## REQUIRED WORK
Would you restate the full listing word for word and omit its pictures?

═══ EXERCISE INPUTS

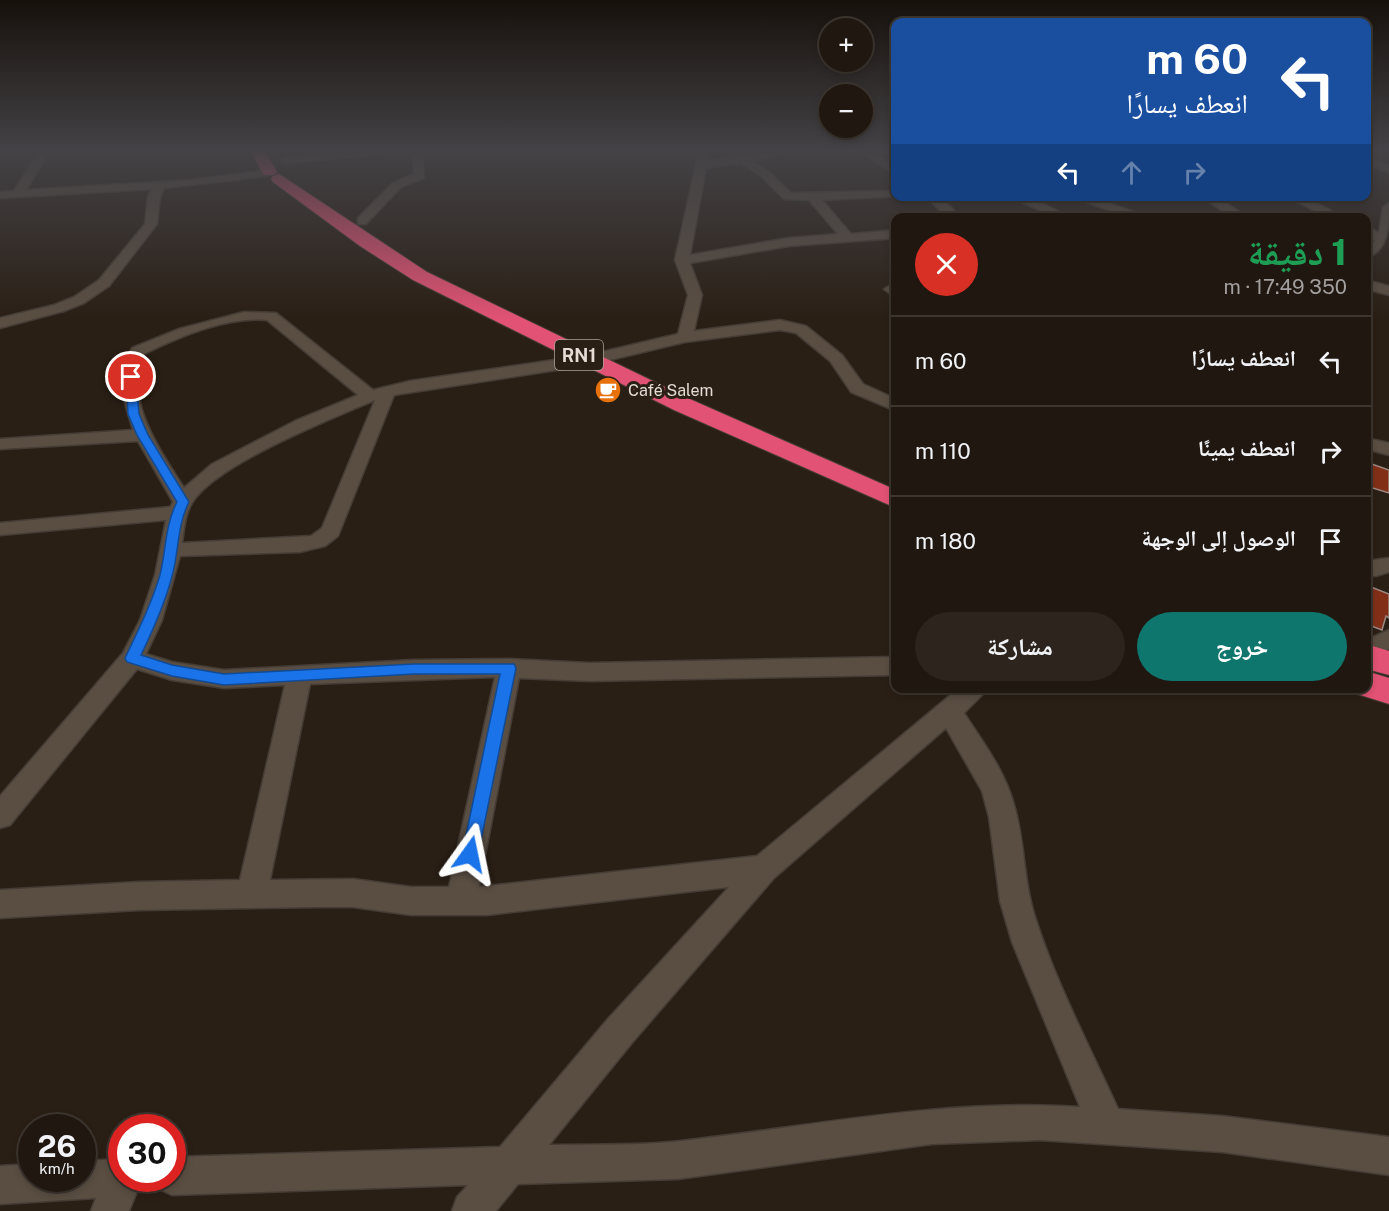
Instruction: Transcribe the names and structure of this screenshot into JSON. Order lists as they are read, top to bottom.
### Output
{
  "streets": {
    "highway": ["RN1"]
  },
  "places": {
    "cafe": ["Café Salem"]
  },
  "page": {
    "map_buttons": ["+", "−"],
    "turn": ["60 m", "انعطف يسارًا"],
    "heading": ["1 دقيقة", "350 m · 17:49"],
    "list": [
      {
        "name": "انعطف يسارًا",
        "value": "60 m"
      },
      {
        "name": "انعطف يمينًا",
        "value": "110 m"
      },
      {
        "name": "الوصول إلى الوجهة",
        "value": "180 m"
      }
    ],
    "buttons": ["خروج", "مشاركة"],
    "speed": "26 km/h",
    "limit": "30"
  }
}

══════

## ANSWER SECTION
Instruction: Transcribe the names and structure of this screenshot into JSON. Order lists as they are read, top to bottom.
### Output
{
  "streets": {
    "highway": ["RN1"]
  },
  "places": {
    "cafe": ["Café Salem"]
  },
  "page": {
    "map_buttons": ["+", "−"],
    "turn": ["60 m", "انعطف يسارًا"],
    "heading": ["1 دقيقة", "350 m · 17:49"],
    "list": [
      {
        "name": "انعطف يسارًا",
        "value": "60 m"
      },
      {
        "name": "انعطف يمينًا",
        "value": "110 m"
      },
      {
        "name": "الوصول إلى الوجهة",
        "value": "180 m"
      }
    ],
    "buttons": ["خروج", "مشاركة"],
    "speed": "26 km/h",
    "limit": "30"
  }
}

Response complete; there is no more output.